En janvier 1943, les Israélites étrangers passent une visite médicale afin d’être incorporé dans un Groupement de Travailleurs Etrangers. Marc est déclaré apte et incorpore le Groupement numéro 6 des formations d’étrangers le 18 janvier 1943 groupe n°643 à Aix-sur-Vienne (emploi occupé inconnu) puis à compter du 03 février 1943 au groupe n°528 à Uzerche en Corrèze. Il est détaché à l’usine Brachs à Saint-Priest du 03 février au 07 mai 1943 puis le travail terminé détaché chez Monsieur Serve (lieu inconnu) jusqu’au 1er octobre 1943.

Il part en congé du 12 au 18 juillet 1943 chez Mademoiselle VALLEE à Corrèze (Corrèze) et est déclaré déserteur le 02 octobre 1943.

Fiche d’identité travailleurs étrangers [Archives Départementales de la Vienne 1081W298]

Marc BESSO entre en Résistance sous le nom de Marc DELMAS, membre de l’Armée secrète (AS), du Mouvement de Libération nationale (MLN), groupement Gao. Il fut arrêté, en même temps que Guy BONJOUR, Pierre CHAUMEIL et Pierre FRANCOIS, le 6 juillet 1944 en gare de Brive (Corrèze) par la Sipo-SD pour « tentative de libération d’un camarade emprisonné ».
Condamné à mort par le tribunal du 95e régiment de sécurité de la Wehrmacht le 16 juillet 1944, Marc BESSO a été fusillé le lendemain le 17 juillet 1944 dans la carrière des Perrières près de Brive. Il avait 24 ans.

Dossier d’étranger de BESSO Maurice [ADML 120W58]
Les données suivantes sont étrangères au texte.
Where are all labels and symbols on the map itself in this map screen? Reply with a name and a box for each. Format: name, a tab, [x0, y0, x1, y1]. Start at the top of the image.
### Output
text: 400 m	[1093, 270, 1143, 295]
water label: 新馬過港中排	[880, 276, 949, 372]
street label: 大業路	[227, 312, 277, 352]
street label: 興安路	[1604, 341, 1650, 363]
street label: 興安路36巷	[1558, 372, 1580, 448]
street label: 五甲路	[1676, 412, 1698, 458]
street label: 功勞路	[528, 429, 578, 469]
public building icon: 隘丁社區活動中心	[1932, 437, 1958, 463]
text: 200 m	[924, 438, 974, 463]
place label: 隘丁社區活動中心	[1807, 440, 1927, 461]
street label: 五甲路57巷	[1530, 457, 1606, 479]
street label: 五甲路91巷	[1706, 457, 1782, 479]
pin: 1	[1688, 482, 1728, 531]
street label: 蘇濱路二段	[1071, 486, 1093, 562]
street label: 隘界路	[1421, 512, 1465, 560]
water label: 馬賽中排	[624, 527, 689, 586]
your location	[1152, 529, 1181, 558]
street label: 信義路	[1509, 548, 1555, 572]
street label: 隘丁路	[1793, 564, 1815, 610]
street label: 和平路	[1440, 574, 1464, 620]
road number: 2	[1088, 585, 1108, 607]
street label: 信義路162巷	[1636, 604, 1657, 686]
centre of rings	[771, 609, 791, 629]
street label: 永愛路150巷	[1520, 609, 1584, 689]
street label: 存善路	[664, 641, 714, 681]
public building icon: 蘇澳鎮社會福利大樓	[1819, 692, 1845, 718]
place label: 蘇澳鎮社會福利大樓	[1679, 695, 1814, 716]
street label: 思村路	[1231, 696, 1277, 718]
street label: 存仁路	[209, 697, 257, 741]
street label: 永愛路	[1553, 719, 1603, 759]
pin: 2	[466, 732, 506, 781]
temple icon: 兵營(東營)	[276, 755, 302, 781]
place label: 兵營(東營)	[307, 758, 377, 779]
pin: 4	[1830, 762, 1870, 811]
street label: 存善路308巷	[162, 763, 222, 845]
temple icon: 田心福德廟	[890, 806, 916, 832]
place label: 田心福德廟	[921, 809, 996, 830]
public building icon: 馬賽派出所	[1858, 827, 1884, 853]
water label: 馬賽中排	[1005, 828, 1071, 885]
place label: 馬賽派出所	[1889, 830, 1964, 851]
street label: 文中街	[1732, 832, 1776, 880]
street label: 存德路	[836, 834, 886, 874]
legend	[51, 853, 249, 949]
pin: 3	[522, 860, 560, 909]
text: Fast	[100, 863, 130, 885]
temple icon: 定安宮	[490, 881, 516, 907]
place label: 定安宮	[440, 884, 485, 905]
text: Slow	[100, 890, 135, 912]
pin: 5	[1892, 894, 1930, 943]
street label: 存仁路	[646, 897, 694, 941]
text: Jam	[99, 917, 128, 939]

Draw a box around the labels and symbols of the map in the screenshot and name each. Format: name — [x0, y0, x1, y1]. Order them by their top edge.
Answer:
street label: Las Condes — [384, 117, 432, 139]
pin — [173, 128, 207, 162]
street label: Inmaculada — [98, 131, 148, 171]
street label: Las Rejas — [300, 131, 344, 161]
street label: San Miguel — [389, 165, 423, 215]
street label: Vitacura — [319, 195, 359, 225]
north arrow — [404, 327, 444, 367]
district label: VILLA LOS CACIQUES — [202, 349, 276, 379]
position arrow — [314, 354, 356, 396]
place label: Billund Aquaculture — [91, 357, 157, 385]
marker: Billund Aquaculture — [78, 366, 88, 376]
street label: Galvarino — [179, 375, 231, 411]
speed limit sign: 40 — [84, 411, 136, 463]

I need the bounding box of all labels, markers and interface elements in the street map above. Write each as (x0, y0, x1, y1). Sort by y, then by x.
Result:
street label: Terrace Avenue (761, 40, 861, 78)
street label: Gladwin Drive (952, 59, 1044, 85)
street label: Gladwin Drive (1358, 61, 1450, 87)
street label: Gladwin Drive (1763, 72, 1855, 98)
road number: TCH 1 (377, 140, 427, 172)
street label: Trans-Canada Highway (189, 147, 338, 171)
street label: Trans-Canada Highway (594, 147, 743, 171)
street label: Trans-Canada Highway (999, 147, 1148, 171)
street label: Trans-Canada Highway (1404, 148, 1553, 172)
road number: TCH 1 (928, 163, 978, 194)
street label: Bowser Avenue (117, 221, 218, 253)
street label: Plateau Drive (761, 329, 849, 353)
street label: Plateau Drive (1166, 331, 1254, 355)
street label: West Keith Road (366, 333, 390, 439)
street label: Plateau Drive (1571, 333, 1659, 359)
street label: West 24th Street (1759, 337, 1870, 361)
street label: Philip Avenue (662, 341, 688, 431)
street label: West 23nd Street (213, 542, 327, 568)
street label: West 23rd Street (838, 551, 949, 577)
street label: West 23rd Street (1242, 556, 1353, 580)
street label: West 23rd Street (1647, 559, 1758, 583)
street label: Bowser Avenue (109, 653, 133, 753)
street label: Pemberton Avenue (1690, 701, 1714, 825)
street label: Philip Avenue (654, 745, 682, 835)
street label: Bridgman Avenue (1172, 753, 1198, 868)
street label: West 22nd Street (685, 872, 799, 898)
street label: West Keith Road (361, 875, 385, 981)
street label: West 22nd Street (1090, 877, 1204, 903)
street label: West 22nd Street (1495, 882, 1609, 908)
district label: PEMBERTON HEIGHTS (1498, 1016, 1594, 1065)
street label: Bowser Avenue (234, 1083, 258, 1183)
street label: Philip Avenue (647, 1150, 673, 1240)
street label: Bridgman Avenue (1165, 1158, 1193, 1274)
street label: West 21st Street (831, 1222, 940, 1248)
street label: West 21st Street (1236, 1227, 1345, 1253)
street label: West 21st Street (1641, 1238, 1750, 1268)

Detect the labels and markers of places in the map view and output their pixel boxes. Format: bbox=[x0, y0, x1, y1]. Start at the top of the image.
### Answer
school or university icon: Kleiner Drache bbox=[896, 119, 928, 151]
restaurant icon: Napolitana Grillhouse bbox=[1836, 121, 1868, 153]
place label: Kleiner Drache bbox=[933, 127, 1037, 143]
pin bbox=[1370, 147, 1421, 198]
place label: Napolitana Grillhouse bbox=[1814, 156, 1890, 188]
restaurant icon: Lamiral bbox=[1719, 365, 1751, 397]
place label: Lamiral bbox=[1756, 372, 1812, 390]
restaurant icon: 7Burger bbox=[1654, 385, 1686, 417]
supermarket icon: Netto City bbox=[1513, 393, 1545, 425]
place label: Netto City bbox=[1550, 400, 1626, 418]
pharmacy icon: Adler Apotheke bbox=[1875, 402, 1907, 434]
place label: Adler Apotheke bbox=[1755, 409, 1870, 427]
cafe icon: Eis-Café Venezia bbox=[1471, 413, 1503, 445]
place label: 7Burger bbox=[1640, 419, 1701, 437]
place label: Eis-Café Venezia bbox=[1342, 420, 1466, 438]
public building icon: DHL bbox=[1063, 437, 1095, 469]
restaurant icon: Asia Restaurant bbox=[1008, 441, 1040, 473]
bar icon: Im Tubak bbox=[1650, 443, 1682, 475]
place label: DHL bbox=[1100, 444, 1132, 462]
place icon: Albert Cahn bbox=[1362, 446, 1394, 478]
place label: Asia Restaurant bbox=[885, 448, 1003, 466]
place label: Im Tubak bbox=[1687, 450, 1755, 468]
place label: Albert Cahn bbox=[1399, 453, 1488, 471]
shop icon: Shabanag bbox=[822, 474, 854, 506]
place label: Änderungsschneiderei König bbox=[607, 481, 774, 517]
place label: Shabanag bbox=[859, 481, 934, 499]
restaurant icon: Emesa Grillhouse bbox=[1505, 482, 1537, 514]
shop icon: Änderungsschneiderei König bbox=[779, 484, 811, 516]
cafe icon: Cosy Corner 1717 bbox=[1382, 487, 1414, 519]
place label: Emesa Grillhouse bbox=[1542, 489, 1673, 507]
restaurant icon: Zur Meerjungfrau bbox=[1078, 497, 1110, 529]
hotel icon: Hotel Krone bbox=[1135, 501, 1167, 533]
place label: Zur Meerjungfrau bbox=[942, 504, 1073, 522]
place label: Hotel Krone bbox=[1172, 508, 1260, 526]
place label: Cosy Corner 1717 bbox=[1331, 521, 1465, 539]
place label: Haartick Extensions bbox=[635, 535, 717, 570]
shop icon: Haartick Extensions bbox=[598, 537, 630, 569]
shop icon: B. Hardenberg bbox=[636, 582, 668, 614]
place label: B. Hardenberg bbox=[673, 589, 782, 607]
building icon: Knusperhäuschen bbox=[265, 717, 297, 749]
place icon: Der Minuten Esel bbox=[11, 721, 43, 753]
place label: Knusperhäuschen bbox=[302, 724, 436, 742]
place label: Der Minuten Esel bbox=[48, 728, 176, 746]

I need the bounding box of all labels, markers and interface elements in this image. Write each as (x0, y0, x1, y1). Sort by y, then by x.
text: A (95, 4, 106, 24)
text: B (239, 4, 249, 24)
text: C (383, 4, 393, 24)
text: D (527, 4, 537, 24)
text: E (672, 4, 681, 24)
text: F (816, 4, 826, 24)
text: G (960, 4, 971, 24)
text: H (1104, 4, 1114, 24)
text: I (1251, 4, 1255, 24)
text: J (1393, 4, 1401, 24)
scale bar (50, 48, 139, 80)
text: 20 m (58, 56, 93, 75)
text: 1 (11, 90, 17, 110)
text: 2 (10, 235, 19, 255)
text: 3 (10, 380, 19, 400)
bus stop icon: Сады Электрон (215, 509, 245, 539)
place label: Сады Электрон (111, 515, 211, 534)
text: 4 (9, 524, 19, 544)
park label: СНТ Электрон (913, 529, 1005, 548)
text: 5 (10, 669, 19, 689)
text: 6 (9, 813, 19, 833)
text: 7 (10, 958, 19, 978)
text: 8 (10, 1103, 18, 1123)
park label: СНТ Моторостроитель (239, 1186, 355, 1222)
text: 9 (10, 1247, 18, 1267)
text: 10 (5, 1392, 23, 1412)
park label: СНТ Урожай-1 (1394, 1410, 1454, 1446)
Dossier d’étranger de BESSO Nelly [ADML 120W58]

Dossier d’étranger de BESSO Suzanne [ADML 120W58]

Un commentaire sur “BESSO Maurice, Fortunée, Marc, Nelly, Suzanne, Sonia [138]

  1. Venant de mettre de l’ordre dans les archives familiales, j’ai retrouvé une lettre du 17 janvier 1940 adressée au grand père paternel de mon épouse, de Docteur Marcel Meunier (pédiatre des enfants Besso lors de leur séjour à Bruxelles). J’ai été très ému de lire ce qu’il était advenu de la famille Besso.